As to standing in a foreclosure action, the note is the dispositive instrument (Aurora Loan Servs., LLC v Taylor, 25 N.Y.3d 355, 361-362 [2015]). "'Either a written assignment of the underlying note or the physical delivery of the note prior to the commencement of the foreclosure action is sufficient to transfer the obligation, and the mortgage passes with the debt as an inseparable incident'" (U.S. Bank N.A. v Carnivale, 138 A.D.3d 1220, 1221 [2d Dept 2016], quoting Onewest Bank, F.S.B. v Mazzone, 130 A.D.3d 1399, 1400 [2d Dept 2015]). However, "mere physical possession of a note at the commencement of a foreclosure action is insufficient to confer standing or to make a plaintiff the lawful holder of a negotiable instrument for the purposes of enforcing the note" (U.S. Bank N.A. v Moulton, 179 A.D.3d 734, 737 [2d Dept 2020]). "Holder status is established where the plaintiff possesses a note that, on its face or by allonge, contains an indorsement in blank or bears a special indorsement payable to the order of the plaintiff' (Wells Fargo Bank, NA v Ostiguy, 127 A.D.3d 1375, 1376 [2d Dept 2015] [citations omitted]). The indorsement must be made either on the face of the note or on an allonge "so firmly affixed thereto as to become a part thereof' (UCC §3-202[2]). "The attachment of a properly endorsed note to the complaint may be sufficient to establish, prima facie, that the plaintiff is the holder of the note at the time of commencement" (Deutsche Bank Nat'l. Trust Co. v Webster, 142 A.D.3d 636, 638 [2d Dept 2016]; cf. JPMorgan Chase Bank, N.A. v Grennan, supra).
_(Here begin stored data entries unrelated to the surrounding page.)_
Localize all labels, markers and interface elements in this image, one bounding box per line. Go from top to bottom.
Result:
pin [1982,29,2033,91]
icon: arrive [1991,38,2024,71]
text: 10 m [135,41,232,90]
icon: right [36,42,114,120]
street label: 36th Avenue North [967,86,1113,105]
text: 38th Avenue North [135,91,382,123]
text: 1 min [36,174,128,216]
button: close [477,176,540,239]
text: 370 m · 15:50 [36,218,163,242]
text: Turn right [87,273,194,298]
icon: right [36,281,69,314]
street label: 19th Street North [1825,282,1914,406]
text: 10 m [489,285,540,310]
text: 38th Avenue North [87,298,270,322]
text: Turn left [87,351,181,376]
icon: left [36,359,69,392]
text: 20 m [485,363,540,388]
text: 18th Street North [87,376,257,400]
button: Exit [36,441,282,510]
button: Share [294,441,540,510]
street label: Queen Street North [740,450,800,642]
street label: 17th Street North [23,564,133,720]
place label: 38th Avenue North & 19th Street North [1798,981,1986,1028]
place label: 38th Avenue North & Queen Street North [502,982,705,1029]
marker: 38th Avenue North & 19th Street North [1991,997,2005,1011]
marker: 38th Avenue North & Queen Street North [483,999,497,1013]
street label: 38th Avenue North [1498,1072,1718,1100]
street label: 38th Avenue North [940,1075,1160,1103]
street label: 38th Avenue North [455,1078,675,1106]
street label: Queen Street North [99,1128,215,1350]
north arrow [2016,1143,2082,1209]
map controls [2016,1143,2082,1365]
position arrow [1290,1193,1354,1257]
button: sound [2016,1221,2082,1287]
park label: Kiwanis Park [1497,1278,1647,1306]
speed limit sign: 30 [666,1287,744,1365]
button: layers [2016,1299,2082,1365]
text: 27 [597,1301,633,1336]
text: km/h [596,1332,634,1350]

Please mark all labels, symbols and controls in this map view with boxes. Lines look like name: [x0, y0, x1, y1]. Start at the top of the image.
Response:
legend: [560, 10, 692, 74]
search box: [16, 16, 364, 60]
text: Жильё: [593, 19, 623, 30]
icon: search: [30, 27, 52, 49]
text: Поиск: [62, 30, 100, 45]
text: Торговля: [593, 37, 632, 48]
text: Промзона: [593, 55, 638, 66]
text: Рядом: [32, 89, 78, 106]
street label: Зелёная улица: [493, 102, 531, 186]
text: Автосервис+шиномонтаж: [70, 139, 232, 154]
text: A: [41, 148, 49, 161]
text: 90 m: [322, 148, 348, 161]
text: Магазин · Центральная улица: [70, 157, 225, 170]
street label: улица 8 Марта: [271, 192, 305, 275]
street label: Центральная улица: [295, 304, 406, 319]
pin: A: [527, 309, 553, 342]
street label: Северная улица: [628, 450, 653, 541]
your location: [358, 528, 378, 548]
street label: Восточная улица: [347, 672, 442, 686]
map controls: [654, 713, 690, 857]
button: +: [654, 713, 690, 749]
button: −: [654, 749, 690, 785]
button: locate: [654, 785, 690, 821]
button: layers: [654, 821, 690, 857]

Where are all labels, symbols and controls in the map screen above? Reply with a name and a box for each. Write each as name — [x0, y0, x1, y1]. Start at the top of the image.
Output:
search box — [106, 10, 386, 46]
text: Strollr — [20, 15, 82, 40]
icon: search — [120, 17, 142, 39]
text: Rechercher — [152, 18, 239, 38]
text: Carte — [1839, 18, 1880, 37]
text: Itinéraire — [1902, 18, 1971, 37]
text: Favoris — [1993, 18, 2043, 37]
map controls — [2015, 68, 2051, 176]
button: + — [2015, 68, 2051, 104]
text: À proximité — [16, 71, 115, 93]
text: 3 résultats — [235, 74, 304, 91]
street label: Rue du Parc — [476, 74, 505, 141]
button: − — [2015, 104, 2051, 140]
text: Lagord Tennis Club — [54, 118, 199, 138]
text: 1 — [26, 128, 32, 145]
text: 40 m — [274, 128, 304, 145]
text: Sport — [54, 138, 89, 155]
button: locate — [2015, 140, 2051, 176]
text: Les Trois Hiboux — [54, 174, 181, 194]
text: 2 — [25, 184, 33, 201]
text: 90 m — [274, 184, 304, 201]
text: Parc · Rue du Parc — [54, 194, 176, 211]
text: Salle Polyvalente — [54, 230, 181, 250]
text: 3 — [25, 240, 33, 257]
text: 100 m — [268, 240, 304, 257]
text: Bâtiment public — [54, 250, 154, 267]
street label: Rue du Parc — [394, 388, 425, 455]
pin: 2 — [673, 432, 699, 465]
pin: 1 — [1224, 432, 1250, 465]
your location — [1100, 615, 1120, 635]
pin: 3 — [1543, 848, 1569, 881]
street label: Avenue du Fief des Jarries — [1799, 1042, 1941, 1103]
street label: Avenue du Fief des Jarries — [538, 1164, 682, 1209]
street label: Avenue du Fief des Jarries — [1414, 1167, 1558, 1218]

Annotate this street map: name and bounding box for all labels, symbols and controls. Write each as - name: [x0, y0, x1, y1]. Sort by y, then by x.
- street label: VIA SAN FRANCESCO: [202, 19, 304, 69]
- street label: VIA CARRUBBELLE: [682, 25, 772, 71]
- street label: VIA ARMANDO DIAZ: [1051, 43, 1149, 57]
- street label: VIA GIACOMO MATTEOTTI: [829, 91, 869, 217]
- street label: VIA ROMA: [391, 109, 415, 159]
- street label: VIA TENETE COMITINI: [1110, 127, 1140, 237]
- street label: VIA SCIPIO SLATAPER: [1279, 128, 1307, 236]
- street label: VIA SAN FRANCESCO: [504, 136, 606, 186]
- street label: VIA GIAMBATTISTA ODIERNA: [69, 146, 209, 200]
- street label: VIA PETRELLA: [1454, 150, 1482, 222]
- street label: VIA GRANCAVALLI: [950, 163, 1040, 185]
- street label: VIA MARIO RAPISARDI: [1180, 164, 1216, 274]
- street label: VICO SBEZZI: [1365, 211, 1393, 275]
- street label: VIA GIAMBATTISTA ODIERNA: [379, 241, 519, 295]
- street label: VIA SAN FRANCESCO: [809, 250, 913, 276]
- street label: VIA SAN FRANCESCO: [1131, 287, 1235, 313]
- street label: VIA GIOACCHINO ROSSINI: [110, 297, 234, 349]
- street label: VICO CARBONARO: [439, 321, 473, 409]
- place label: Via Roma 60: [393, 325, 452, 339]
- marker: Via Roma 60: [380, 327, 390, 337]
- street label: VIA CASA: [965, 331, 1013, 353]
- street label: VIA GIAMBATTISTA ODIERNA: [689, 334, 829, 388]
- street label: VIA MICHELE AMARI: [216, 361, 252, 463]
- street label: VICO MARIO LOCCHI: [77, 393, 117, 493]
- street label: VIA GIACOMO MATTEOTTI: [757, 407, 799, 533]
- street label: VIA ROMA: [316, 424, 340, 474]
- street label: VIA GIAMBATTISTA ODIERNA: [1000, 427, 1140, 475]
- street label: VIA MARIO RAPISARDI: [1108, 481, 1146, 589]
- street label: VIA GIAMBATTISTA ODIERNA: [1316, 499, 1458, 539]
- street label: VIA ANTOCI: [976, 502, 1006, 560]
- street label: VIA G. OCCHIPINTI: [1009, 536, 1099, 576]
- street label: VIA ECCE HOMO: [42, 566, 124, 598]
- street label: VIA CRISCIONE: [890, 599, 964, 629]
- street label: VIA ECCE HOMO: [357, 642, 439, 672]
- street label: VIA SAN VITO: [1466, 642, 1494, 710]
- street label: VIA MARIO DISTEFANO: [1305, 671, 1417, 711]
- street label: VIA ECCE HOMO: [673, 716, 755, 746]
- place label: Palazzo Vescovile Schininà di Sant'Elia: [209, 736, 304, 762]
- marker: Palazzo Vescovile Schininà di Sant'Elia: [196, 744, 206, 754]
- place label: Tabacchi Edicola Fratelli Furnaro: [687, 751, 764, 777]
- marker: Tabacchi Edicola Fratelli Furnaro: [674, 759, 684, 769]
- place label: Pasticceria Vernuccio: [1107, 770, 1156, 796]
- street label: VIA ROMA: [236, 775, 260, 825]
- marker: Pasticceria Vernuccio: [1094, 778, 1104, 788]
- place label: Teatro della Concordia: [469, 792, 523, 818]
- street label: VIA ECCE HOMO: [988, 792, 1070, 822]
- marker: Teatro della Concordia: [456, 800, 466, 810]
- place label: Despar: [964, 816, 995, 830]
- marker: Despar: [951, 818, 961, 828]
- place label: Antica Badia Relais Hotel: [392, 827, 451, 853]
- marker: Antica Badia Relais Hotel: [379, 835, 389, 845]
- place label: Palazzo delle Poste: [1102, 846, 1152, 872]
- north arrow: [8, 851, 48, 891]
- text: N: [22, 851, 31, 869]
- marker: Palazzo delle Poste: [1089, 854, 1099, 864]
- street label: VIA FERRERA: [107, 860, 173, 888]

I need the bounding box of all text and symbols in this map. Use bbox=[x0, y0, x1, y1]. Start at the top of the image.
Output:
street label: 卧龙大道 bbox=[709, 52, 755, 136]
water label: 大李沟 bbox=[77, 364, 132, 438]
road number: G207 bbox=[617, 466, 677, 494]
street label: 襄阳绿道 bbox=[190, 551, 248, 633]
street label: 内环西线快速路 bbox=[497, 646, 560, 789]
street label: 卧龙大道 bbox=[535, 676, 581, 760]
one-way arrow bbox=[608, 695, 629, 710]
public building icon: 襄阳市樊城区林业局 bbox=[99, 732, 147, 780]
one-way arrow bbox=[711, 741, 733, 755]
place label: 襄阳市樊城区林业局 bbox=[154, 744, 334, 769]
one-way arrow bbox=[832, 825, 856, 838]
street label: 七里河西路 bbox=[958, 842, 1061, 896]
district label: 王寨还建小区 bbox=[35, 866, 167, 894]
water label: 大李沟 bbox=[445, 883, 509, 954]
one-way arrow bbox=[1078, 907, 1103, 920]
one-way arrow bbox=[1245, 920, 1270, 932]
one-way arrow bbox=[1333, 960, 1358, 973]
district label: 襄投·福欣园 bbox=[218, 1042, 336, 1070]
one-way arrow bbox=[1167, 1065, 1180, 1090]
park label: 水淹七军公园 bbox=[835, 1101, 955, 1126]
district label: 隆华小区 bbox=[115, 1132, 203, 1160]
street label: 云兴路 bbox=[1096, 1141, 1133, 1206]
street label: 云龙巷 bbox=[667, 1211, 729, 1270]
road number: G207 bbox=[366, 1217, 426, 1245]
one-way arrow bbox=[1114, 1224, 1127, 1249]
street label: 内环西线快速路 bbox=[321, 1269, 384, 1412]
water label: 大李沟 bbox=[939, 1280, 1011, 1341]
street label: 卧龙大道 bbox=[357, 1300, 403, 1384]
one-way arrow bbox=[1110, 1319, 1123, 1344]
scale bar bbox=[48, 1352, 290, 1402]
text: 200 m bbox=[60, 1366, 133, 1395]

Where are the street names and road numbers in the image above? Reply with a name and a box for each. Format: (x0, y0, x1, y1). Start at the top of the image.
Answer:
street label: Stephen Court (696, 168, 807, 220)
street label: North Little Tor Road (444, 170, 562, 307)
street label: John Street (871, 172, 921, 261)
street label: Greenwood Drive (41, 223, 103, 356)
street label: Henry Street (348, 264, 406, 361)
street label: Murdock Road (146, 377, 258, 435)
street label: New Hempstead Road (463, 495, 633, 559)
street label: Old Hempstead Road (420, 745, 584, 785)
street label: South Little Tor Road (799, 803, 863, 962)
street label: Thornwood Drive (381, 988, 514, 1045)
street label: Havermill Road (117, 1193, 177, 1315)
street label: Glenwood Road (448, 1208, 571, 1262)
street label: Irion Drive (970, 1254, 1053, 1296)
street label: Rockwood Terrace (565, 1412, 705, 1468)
In this case, Plaintiff annexed a copy of the note to the complaint to which an allonge was attached. That document contained an endorsement, in blank, executed by "NewRez LLC fka New Penn Financial, LLC". That New Penn may have ceased to exist, indicated by the "fka" designation which commonly stands for "formerly known as", does not negate Plaintiffs standing or the authority to assign the note. Defunct and merged business entities are authorized to continue business in the name of the former entity (see LLCL §703 [a]; PNC Bank NA v Klein, 125 A.D.3d 953 [2d Dept 2015]). Moreover, Phalen averred in her affidavit that the allonge was firmly affixed to the note when the action was filed. Contrary to Defendant's assertions, the proffered evidence was sufficient to demonstrate Plaintiff was in possession of a properly endorsed in blank note when the action was commenced (see PNC Bank, NA v Salcedo, 161 A.D.3d 571 [1st Dept 2018]; Bank of New York Mellon v Knowles, 151 A.D.3d 596 [1st Dept 2017]).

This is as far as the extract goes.